Thursday, 28th March 2024 23:51
Home / Uncategorized / EPT9 Berlin Day 1A: Berlin in a dinner break

Talking about what’s going on outside is often pointless when shouting it from the inside of a poker tournament. Getting players to turn their backs on the tables and go outside when they’ve flown from around the world to be here, is usually pointless, and we tend only to write things to convince our own mothers that we’re not wasting this opportunity to see the world.

And so we do so again in the hope that one player, frustrated perhaps by the pitfalls of no-limit hold’em, will seek refuge in the world outside, guided by this simple guide to “Berlin in a dinner break”.

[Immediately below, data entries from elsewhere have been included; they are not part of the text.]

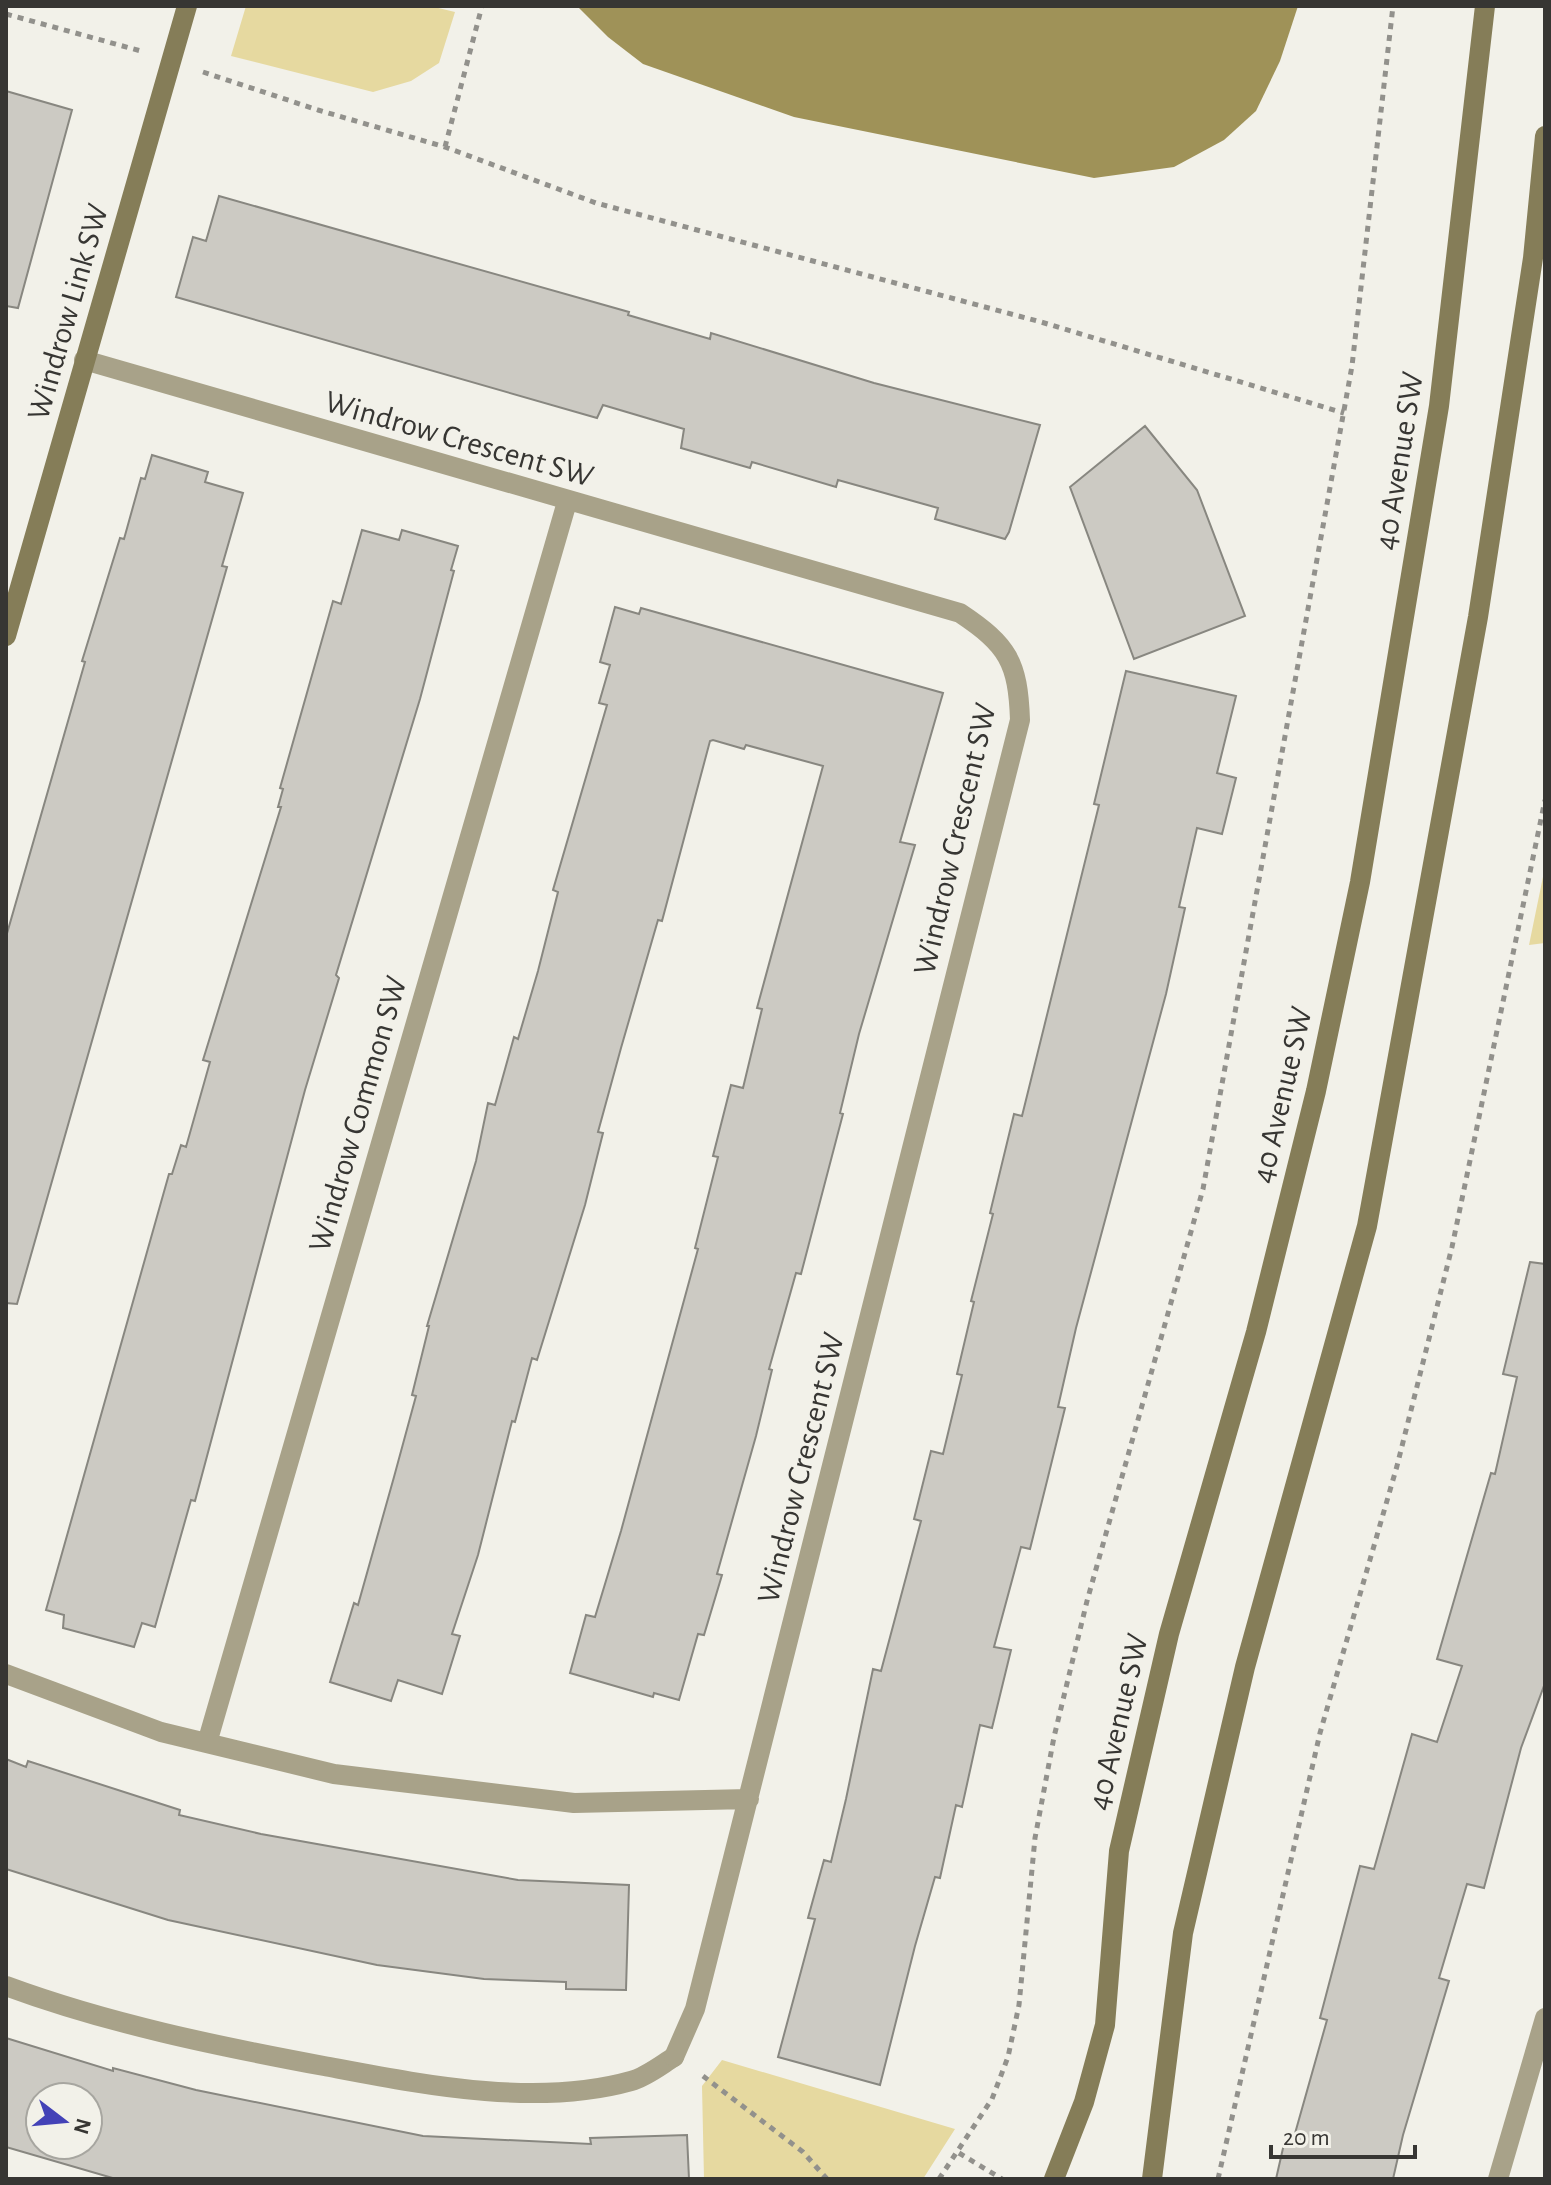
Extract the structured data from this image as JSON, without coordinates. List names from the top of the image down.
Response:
{
  "streets": {
    "main road": ["Windrow Link SW", "40 Avenue SW"],
    "street": ["Windrow Crescent SW", "Windrow Common SW"]
  },
  "crossings": [
    ["Windrow Link SW", "Windrow Crescent SW"],
    ["Windrow Crescent SW", "Windrow Common SW"]
  ],
  "scale_bar": "20 m",
  "north": "right"
}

Not that we’ve actually done any of this. The most immediate cultural hotspot, if you can avoid walking directly into the neighbouring casino, is the Theatre am Potsdamer Platz.

For as long as the EPT has darkened the towels of the Grand Hyatt, the musical Hinterm Horizon (“Beyond the Horizon”) has hung its banner outside the theatre. On it is a silhouette of Udo Lindenberg – long hair and a pork pie hat — whose songs feature throughout the show, which we understand is a love story of West meets East across the Berlin wall.

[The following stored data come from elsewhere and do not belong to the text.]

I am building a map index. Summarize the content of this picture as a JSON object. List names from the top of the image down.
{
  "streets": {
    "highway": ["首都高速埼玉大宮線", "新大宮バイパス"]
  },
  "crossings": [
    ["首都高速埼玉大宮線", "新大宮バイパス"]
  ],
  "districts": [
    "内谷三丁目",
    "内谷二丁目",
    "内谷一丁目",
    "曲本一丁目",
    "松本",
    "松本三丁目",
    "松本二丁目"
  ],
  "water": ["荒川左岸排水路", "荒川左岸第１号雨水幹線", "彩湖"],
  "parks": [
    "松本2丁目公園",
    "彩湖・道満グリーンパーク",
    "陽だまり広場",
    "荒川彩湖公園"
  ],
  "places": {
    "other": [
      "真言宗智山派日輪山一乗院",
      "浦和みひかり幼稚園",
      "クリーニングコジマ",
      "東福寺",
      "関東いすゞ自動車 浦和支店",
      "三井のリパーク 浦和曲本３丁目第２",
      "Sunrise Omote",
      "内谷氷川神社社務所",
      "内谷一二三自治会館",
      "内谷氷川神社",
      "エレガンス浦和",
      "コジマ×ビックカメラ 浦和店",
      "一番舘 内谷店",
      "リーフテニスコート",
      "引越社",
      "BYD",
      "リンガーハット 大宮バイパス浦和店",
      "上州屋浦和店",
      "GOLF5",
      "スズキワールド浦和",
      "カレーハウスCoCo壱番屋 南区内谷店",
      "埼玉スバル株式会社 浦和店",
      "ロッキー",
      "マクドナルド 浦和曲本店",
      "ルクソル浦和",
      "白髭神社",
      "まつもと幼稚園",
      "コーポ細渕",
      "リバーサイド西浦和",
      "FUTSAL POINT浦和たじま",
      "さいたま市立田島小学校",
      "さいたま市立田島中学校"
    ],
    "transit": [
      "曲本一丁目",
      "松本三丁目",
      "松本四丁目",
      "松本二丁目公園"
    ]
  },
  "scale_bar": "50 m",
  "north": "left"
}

We’ve never been and probably never will, but we did once see Lindenberg in the hotel bar. Known for his croaky voice, owing to a career of drinking, smoking and heart attacks, the man had earned a pack of Marlboros, having spent the past 42 years making 45 albums of Krautrock.

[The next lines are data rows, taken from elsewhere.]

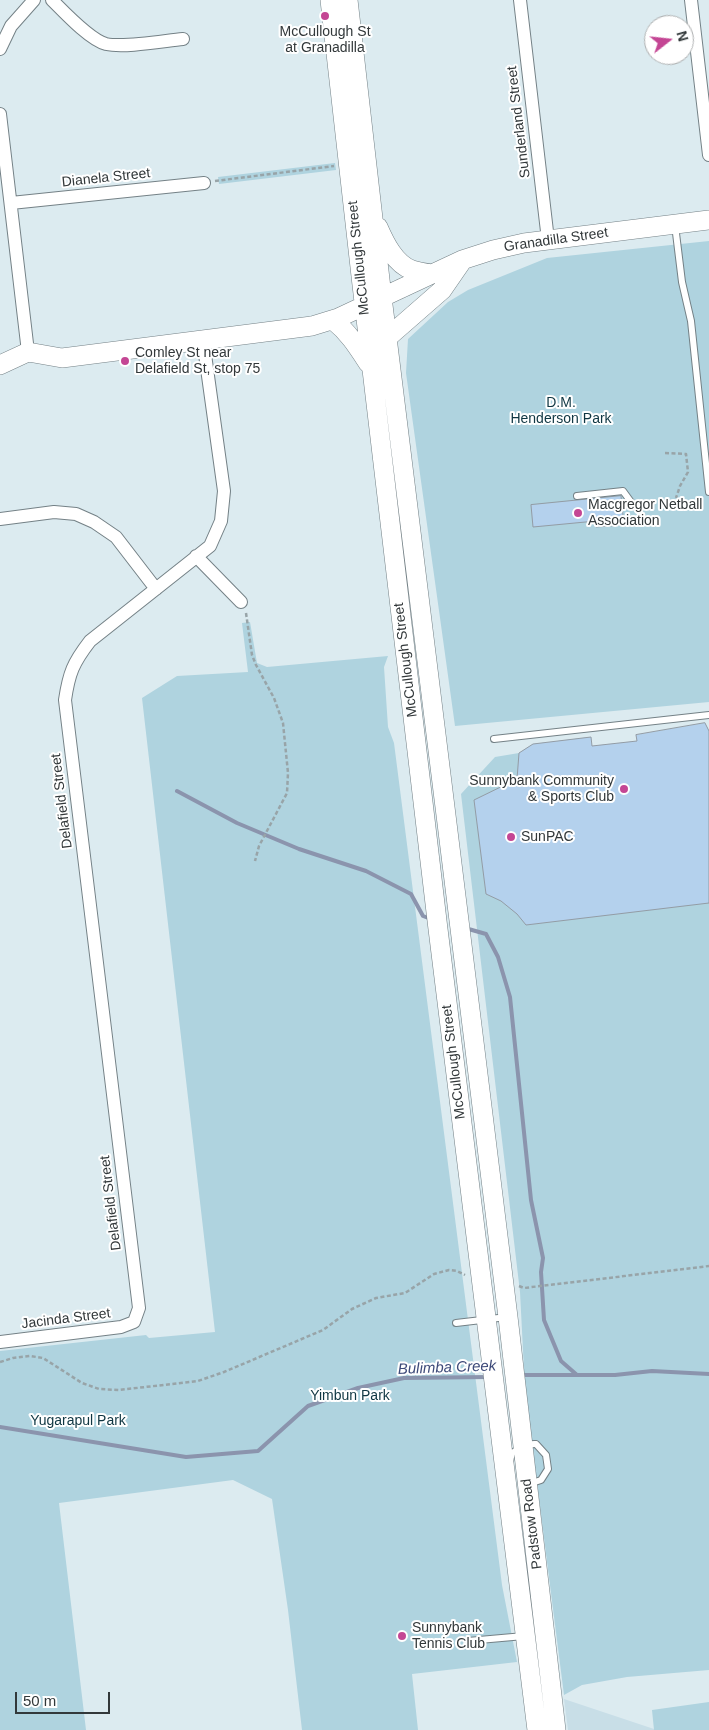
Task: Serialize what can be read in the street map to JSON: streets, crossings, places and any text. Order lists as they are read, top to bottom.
{
  "streets": {
    "main road": ["Granadilla Street", "McCullough Street", "Padstow Road"],
    "street": [
      "Sunderland Street",
      "Dianela Street",
      "Delafield Street",
      "Jacinda Street"
    ]
  },
  "crossings": [
    ["Sunderland Street", "Granadilla Street"],
    ["Granadilla Street", "McCullough Street"],
    ["Granadilla Street", "Delafield Street"],
    ["McCullough Street", "Padstow Road"],
    ["Delafield Street", "Jacinda Street"]
  ],
  "water": ["Bulimba Creek"],
  "parks": ["D.M. Henderson Park", "Yimbun Park", "Yugarapul Park"],
  "places": [
    "McCullough St at Granadilla",
    "Comley St near Delafield St, stop 75",
    "Macgregor Netball Association",
    "Sunnybank Community & Sports Club",
    "SunPAC",
    "Sunnybank Tennis Club"
  ],
  "scale_bar": "50 m",
  "north": "right"
}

Beyond that stands Potsdamer Platz, across which the Berlin wall used to stand. A few last blocks remain, graffiti now on op of the original graffiti with a permanent gaggle of tourists posing in front of them alongside fancy dressed guards in Red and NATO Army uniforms. For a few Euros they will also stamp your passport with enough old East Berlin and Soviet stamps that your trip through immigration at McCarran Airport, in Las Vegas, will never be the same again.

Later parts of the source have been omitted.